[Information]
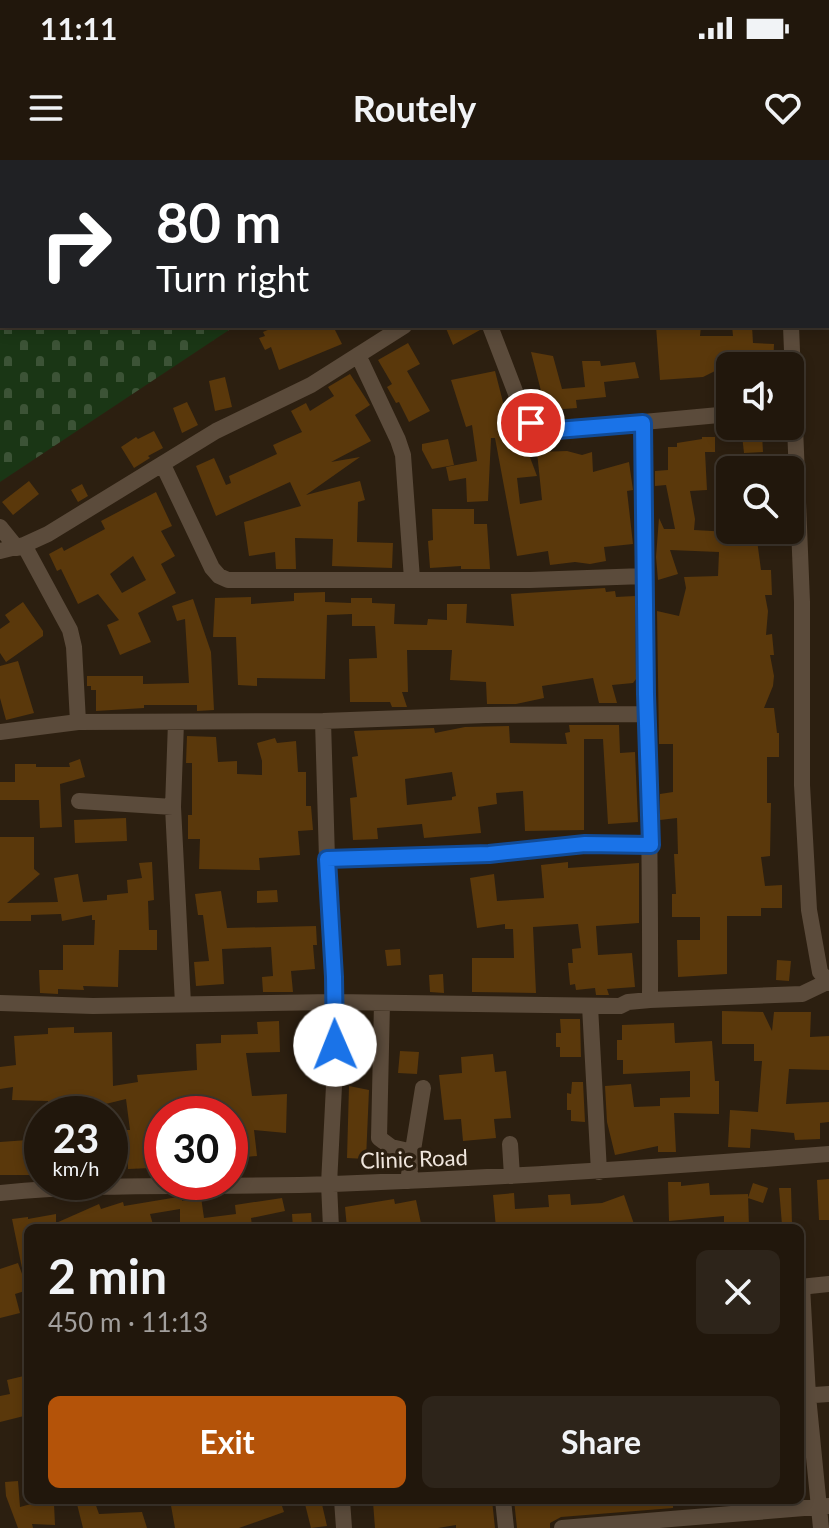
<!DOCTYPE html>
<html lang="en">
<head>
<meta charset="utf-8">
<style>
  :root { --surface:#21170c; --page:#2d241a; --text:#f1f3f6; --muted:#a29f9d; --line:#3e362d; --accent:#b45309 }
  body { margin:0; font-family:Lato,sans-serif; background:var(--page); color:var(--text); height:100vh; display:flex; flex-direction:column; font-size:30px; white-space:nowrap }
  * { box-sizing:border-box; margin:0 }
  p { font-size:26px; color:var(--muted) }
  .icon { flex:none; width:44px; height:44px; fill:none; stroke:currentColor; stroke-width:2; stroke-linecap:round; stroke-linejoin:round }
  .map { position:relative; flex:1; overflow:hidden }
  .details { position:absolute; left:24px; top:1064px; width:780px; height:280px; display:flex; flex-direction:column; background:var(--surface); border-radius:12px; box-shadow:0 4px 12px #0003,0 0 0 2px var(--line) }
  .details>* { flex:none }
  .guide { position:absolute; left:0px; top:0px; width:830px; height:168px; box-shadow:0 4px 12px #0003,0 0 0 2px var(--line); background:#202124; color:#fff; overflow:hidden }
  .buttons { position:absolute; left:716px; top:192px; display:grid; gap:16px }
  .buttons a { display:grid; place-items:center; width:88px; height:88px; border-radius:12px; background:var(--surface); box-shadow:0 4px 12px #0003,0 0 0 2px var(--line); font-size:40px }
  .speed { position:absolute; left:24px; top:936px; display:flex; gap:16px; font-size:40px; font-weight:700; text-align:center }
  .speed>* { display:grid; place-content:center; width:104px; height:104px; border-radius:50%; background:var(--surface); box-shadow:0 4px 12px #0003,0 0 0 2px var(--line); line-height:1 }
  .speed small { font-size:20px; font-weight:400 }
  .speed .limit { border:12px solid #d22; background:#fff; color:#111 }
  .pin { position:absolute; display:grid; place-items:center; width:68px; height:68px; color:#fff; margin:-34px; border:4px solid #fff; border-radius:50%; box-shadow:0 2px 8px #0007 }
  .me { position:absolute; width:88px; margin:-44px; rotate:359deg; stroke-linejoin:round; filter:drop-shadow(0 0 6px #0008) }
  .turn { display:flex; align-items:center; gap:28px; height:168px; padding:0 24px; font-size:36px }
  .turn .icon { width:104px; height:104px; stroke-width:2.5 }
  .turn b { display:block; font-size:56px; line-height:68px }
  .round { display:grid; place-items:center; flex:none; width:84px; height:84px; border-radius:12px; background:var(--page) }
  .headline { display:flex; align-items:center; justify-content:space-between; height:136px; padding:0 24px }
  h1 { font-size:48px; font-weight:700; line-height:60px }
  .button { display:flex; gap:16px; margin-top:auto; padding:16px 24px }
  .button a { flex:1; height:92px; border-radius:12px; background:var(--accent); color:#fff; font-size:32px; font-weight:700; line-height:92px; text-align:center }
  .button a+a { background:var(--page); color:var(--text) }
  .status { display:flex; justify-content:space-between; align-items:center; height:56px; padding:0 40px; background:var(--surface); direction:ltr }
  .status svg { height:22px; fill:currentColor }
  header { display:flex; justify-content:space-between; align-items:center; height:104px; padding:0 24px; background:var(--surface); font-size:36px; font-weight:700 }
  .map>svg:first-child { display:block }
  .cemetery { fill:url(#cemetery-stones) }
  .building { fill:#5a380b; fill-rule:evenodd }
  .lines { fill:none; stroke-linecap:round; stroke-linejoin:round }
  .minor { stroke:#5b4b3b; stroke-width:16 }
  .route-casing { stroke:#114b97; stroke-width:20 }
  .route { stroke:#1a73e8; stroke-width:14 }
  .labels { text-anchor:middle; stroke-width:7; stroke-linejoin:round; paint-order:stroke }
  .street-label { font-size:22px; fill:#efe5dc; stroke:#2c1f10 }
</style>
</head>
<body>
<div class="status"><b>11:11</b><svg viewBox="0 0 49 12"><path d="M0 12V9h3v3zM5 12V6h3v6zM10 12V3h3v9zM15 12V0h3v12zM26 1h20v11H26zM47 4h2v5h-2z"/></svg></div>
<header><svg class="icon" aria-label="menu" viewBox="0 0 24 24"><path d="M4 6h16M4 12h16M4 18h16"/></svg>Routely<svg class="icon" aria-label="heart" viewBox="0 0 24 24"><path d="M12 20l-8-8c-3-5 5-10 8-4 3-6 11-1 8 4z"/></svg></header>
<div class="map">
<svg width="829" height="1368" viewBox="0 0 829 1368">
  <defs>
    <pattern id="cemetery-stones" width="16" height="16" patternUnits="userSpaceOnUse" patternTransform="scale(2)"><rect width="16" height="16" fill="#1a3615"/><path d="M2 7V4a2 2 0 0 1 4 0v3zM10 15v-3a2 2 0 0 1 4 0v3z" fill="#3c5336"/></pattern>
  </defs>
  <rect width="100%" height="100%" fill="#2c1f10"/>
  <path class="cemetery" d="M0 0H497L2 2V166H235L0 322Z"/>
  <path class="building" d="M277 166H333L342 184 279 210 271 187 265 190 259 178 265 176 263 172Z
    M445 166H479L480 170 453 185Z
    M656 166H701L700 176H733L732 166H752L753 183 774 184 773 206H730V243L718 244 719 209 703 217 660 220Z
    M408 183 420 204 407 211 430 251 409 262 399 242 396 243 387 227 392 224 378 200Z
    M531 192 553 196 562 229 585 227 582 201H600L601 206 635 202 639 218 604 222 606 237 576 240 577 248 537 251 533 247 532 232 541 231Z
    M495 211 504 246 508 244 523 281 524 292H528L537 316 517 318 520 344 542 340 537 292 567 291 582 295 592 292 593 312 629 302 633 330 627 331 633 384 604 387 606 401 590 404 575 402 550 405 548 391 517 396 495 278H491L488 341 467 342 466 318 449 321 446 307 477 301 472 265 466 267 451 220Z
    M350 214 370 245 355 255 371 281 331 302 360 297 306 335 360 321 365 340 358 342 357 382 393 383 392 408 332 406 333 379 295 378 296 409H276L275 392 249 396 244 362 301 346 290 322 216 356 196 306 214 298 226 325 231 323 229 316 277 294 273 285 302 272 291 251 306 243 310 251 334 236 328 227Z
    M225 217 232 247 215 251 209 221Z
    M187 242 198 265 182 273 173 248Z
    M154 271 163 288 148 296 150 298 134 308 121 287 136 277 138 279Z
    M762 274 763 292 744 293 742 275Z
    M702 277H715V292H705L707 330 690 331 695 359 694 370 730 372V380H757L761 410H771L772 435H765L768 451 766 475 772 474 774 495H770L774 516 773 526 764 548H774L777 573H779V597H767V643H771L770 696 761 697 765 726 782 725V748H761V756H727V814L678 817 677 780H700V757H672V734H676L674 694H678L677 658 660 660V634L673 632V584H659L657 451 679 456 686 428 684 417 718 416 719 392 670 390 678 414 658 420 656 397 659 358 664 369H675L666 325 655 326V311L668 310V287H677V283L702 279Z
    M448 279 454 305 432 309 422 290V284Z
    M29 321 39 334 13 355 2 342Z
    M730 322V371H723L715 323Z
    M82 324 88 336 78 342 71 330Z
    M156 332 172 366 161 371 175 396 161 404 176 433 138 453 151 482 120 495 107 465 119 460 98 434 78 444 61 409 57 411 49 394 62 387 64 391 105 369 101 361ZM133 396 146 420 122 433 110 414Z
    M432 349H474V364H487L490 409H461V406L430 408 428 381 433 380Z
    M605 428 606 432 615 431 616 437 635 436 636 519 633 523 612 525 617 543H599L593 518 542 526 544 538 516 544H487L486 522 450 520 452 490H407L408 532H402L407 547H392L390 542H350L349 499 377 498 375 466H352V454L327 455 325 519 257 518V526L238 525 236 477H213L215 438 251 437V444L294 441V433L325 432V442L351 443V438H372V443L395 444 394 464 427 465 428 459 447 460V444H467L466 463 514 466 511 434Z
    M193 439 211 492 214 550 197 551V545H144V548L96 551V530H91V526H87V516H143V524L189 523 185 459 177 461 172 446Z
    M23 442 43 471V476L6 502 0 493V469L10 462 5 455Z
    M18 501 34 553 6 560 0 538V506Z
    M569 565H619L620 593 635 592 638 662 608 664 603 579H584V670L525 671 523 631 496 633 497 644 478 647 481 673 424 678 422 664 377 668 378 679 353 680 350 638 357 637 352 597 358 596 354 571 434 568 435 573 465 567 509 566 510 583 567 584 565 573 570 572ZM452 612 456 636 452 637V640L407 645 405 619Z
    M187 576 216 577 218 602 237 601V614L262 615V601L257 583 275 578 277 583 296 581 298 612H306V646H311L313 670 298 671 300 695 259 698 260 710 199 709 200 679H188V655H192V603H186Z
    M80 599 85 617 60 624 62 667 40 668 39 640H0V622H15V604H36V607H70L69 603Z
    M126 658 127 681 75 683 74 660Z
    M0 677H34V709L40 714 7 743 58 742 54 718 78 714 83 742 107 740V735L128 733 127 720 142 718 139 703 152 702 154 740 148 741 149 770H157V790H119L118 827 83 826 84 830 58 829V834L40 833 39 810H63V785H94L95 760H92V755L62 761 61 754 31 755V761H0Z
    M568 702V708L639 703V763L596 766 598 795 632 793 635 827 607 829 609 835H596L595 828 576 830 575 824 570 825 568 803H573L572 789 581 788 578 764 533 767 536 833 472 832V798H514L513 769H505V764L477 768 470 718 494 714 497 741 544 738 541 705Z
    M277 730 278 742 257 743V731Z
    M221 731 227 768 316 766 317 785H313L315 809 291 811 293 832H263L262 817 273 816 271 787 222 789 224 824 196 826 194 802 209 801 203 755H198L195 734Z
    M400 789 401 805 387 806 385 790Z
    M777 800 791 801 789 821 776 820Z
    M443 814 444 833 430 832 429 815Z
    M722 851 763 852 772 871 774 852H811L810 877 829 876V910L789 909 786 944 829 942V962L820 963V979L795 980 794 973 751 969 750 988 728 987 730 950 758 952 762 901H754V884H722Z
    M560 859H580L581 897H560V887H556V873H561Z
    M279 861 280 892 246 893 252 936 287 934 286 973 254 970 257 996 234 998 230 954H162V983L151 984V1008L128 1009 127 970H130L126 939 73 952V954H50L48 941 12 940 13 927 0 929V907L16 905 14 876 48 874V868L74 867V873L112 872 113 926 138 922 137 915 197 910 196 884 221 883V875L258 874 257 862Z
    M674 863 675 883 712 881 715 921H719V954L674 953 676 992H658V986L615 995 607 962 605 926 631 924 634 947 660 946V938L690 937V911L623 914V900H617V880H622V865Z
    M400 891 419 892 417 914 398 913Z
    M493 894 495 912 506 911 511 958 494 959 496 978 463 981 461 959 444 960 439 915 462 913 461 897Z
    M572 922H583L585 962 571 961V950H567V933L571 934Z
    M349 926 369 930 366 999 347 998Z
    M42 979V1015H0V982Z
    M829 1019V1060H819L817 1020Z
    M668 1022H681V1026L709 1023 710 1035 748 1034 749 1067H724V1056L669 1061Z
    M753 1023 768 1028 763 1043 748 1038Z
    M779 1028H791L792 1064 782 1065Z
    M514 1033 515 1049 549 1047 548 1035 570 1034 571 1045 602 1043 624 1035 634 1064 623 1068H496L493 1035Z
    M178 1037H182V1041L201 1037 204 1058 236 1054 235 1045 282 1038 285 1051 251 1058 252 1066 227 1068H180V1049L150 1054 154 1068H28V1108H22L12 1059 28 1057V1059L56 1054V1063L99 1044 101 1049 123 1042 124 1046Z
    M394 1039 395 1044 416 1040 422 1068H347L345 1047Z
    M311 1053 312 1068H293L292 1054Z
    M18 1103 28 1130 15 1134 20 1153 0 1158V1109Z
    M28 1215V1255L0 1262V1236L10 1234 7 1220Z
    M18 1321 20 1347 31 1344H54L55 1365 32 1364 33 1368H18L6 1336 5 1322Z
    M76 1340H94L99 1354 142 1352 147 1368H83Z
    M170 1340H280L284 1352 239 1368H175Z
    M304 1340H321L327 1366 311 1368Z
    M397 1340H492L495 1368H456V1365L438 1368H375L373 1342Z
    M514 1340H673V1348L561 1357 550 1363V1368H517Z"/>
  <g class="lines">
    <path class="minor" d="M676 2 679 0
      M796 2V0
      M490 166 523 252C533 265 541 268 557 270L730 254
      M791 166 802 442V625L809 750 820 812 829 823
      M358 195 398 280 403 295 412 419
      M643 263C645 455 651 647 650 840
      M163 305 212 408 219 416 228 420H530L645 416
      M0 367 17 388
      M24 385 70 470 74 487 78 562
      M0 391 24 385 48 374 216 271 311 225 404 166
      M323 561 327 699 334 817 335 906 329 1024 331 1068
      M176 562 173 647 183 844
      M0 572 78 562 323 561 486 555 646 554
      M79 641 173 647
      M327 699 489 694 585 684 651 685
      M0 843 93 846 334 842 620 846 628 842 650 840 802 834 827 822
      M382 843 379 978 391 987 413 992
      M590 846 599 1012
      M510 984 512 1016
      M408 1021 423 928
      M0 1033C111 1022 222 1028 333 1024 499 1018 664 1007 829 994
      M802 1126 808 1236 821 1368
      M800 1127 829 1124
      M800 1236 829 1234
      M342 1340 344 1368
      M503 1340 506 1368
      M562 1368 829 1346"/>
  </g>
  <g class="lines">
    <g class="route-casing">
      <path id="route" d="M335 885 334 817 327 699 489 694 585 684 651 685 646 534 643 263 557 270 531 263"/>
    </g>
    <use href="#route" class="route"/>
  </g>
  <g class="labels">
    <g class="street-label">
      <text transform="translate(414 999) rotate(-2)" y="8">Clinic Road</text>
    </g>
  </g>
</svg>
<div class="buttons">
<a><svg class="icon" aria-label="sound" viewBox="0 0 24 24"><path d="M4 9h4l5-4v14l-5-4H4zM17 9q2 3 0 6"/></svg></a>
<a><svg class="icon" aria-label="search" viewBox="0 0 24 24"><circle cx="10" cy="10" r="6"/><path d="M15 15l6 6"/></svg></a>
</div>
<div class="speed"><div>23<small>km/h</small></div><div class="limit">30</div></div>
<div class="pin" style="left:531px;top:263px;background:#d93025"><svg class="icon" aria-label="arrive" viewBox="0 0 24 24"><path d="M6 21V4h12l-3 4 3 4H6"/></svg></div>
<svg class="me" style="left:335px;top:885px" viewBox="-20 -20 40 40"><circle r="19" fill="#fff"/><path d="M0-13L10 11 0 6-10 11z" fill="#1a73e8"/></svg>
<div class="guide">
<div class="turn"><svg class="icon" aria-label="right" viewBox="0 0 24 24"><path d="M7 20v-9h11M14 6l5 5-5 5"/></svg><div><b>80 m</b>Turn right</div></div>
</div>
<section class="details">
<div class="headline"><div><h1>2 min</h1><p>450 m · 11:13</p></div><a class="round"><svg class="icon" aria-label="close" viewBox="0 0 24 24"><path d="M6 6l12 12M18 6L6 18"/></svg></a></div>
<div class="button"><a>Exit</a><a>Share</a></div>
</section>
</div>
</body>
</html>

[Exercise directions] Examine the listing and count its lines containing the word "absolute". State the count alone.

[Task response] 6